To further expunge all mention of Amazon or links to Amazon in ebooks, books sold in the Apple store through Smashwords must have no mention of Amazon, or any other bookstore, and no links are allowed, which cuts an author's chance to cheaply market their ebooks. Not everyone owns a iPhone, iPad, or Mac and authors know that. Making links to other bookstores is one way to provide access to books and offers a few alternatives for point of sale. When I submitted the revised version of Among Women to Smashwords I was told I had to take down all links other than Apple iStore links or my book would not be distributed at all. Apple's draconian measures affect all the bookstores where Smashwords distributes ebooks, including Amazon, Barnes & Noble, Diesel, Kobo, Sony, etc. Since when does one store have the right to determine what is and is not allowed for other stores? Never, until Apple got into the price fixing and smash Amazon game.
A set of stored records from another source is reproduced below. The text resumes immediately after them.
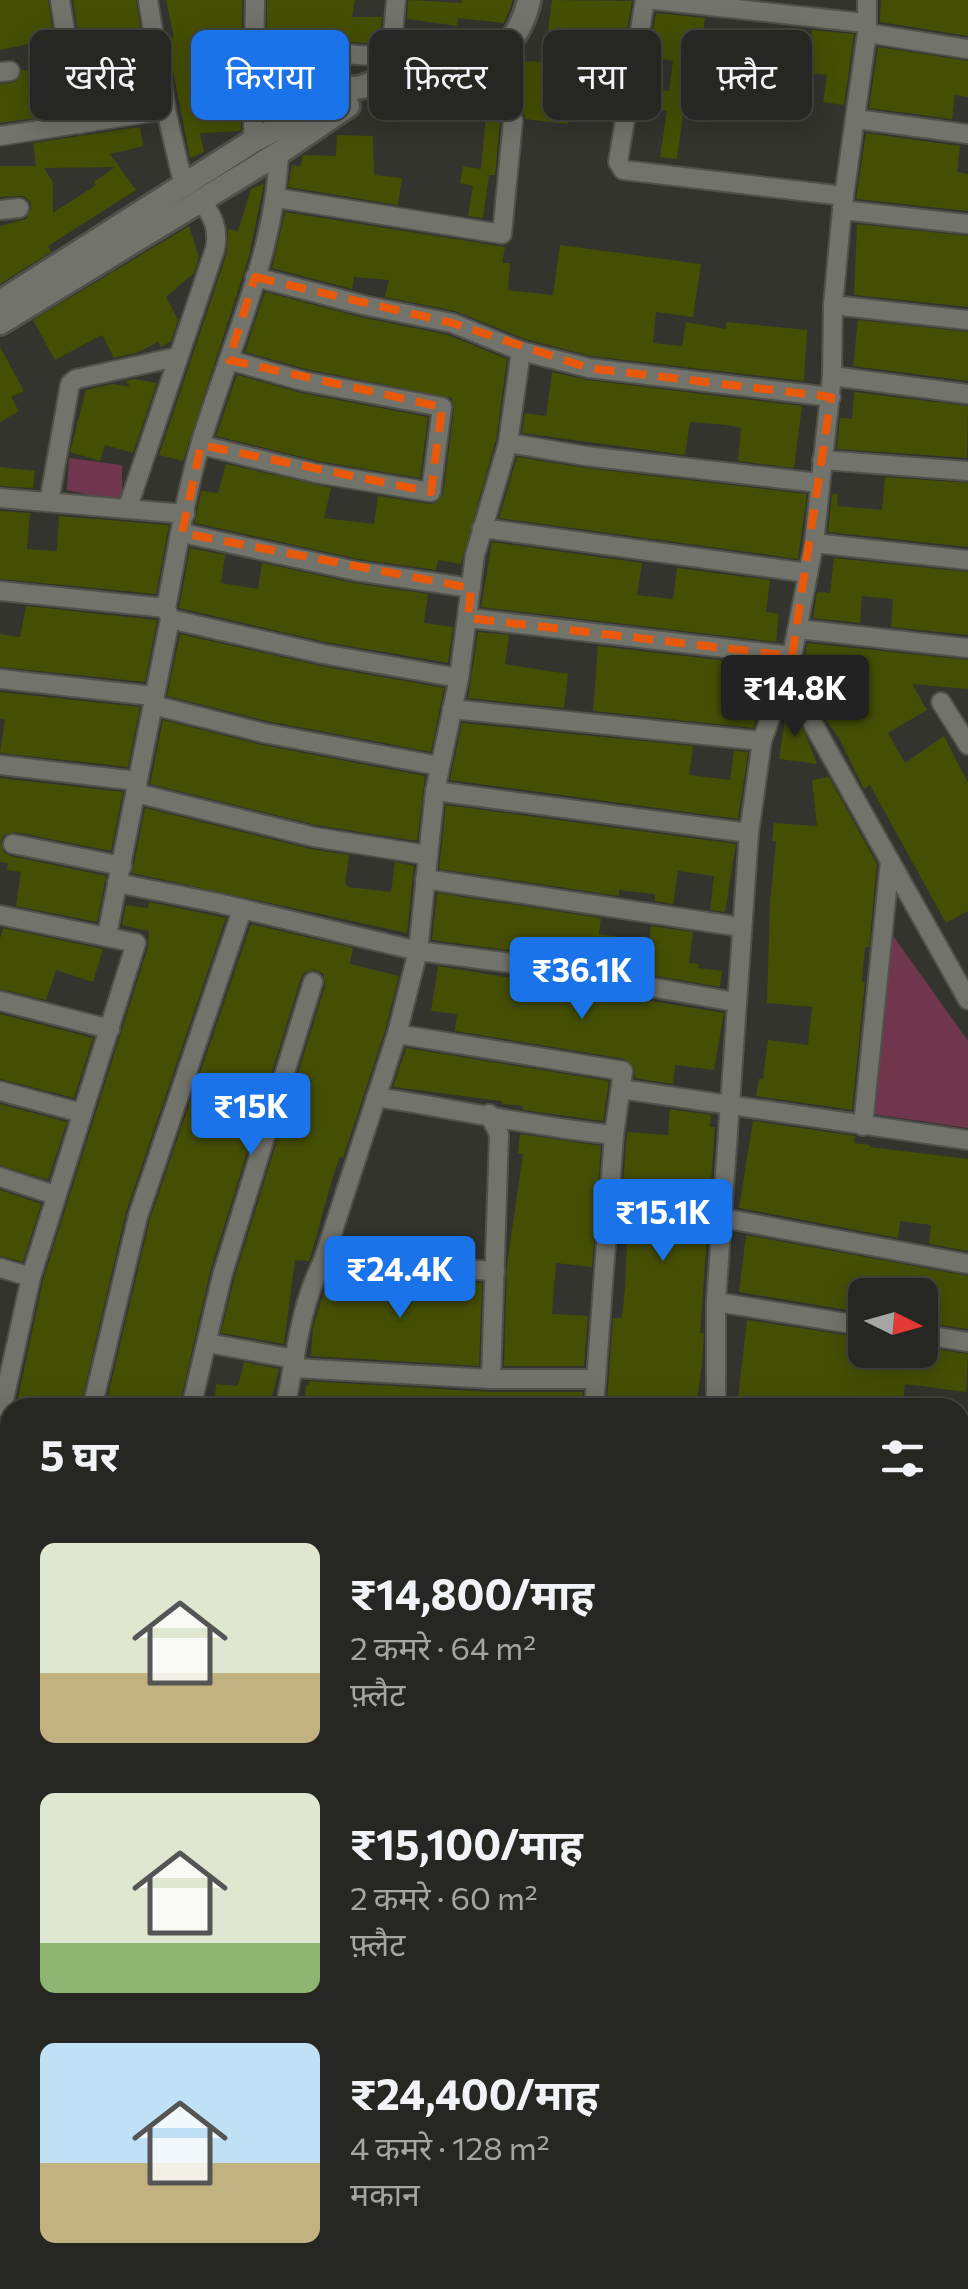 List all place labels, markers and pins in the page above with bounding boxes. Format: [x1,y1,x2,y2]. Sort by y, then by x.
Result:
pin: ₹14.8K [714,655,876,740]
pin: ₹36.1K [501,937,663,1022]
pin: ₹15K [192,1073,310,1158]
pin: ₹15.1K [582,1179,744,1264]
pin: ₹24.4K [319,1236,481,1321]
Add to that little titbit, the news that the big publishers' accounting systems are out of date and sales of ebooks are being under reported. In other words, more ebooks are sold than are reported and authors are not getting paid royalties for all ebooks sold. That's not news to authors. We know what is and is not going on with our money.
Publishers have been playing an end game that is going to cost them the reason for their existence -- authors. Self-publishing is looking better and better, even if an eStributor, as Joe Konrath calls agents to help package and manage sales of ebooks, is involved. Even though it was not their intention, it looks like the big publishers and Apple, under the guidance of Steve Jobs, who has not gotten over what happened in the beginning days of computers and operating systems, are going to have to pay for their price fixing and cavalier attitudes towards authors and competitors.
Every day is a new day and in the publishing word outside of the behemoth that traditional publishing has become, each new day hammers a new nail into the coffin. When you add in factors like literary agent, Andrew Wylie's railing against the 30% share of the market distributors like Apple and Amazon get from publishers and calling on publishers to stand firm against such tactics. The Jackal, as Wylie is called, said that Amazon and Apple should be willing to go quid quo pro and give publishers 30% of sales of iPads and Kindles to publishers if they wanted to protect the 30% they demand stating, "They [Amazon and Apple] have the device, but they cannot sell it without the content." Wylie's deal with Amazon to sell ebooks of his clients' back lists seems to fly in the face of his stand against Amazon and Apple, especially in the face of Random House publicly censuring Wylie by calling him a competitor instead of a deal broker between authors and publishers.
Yes, boys and girls, this is a volatile age we live in and the battles in publishing have just begun. Personally, not having to deal with agents and the ponderously slow time table of publishers seems more and more like a smart move, especially when my own publisher can't be bothered to send out quarterly statements quarterly and prefers to do it annually. Granted, the sales have been slow, but they have picked up and here we are in the third quarter without a single word from the publisher. At least Smashwords and Amazon pay every month without fail, no matter what royalties have been earned.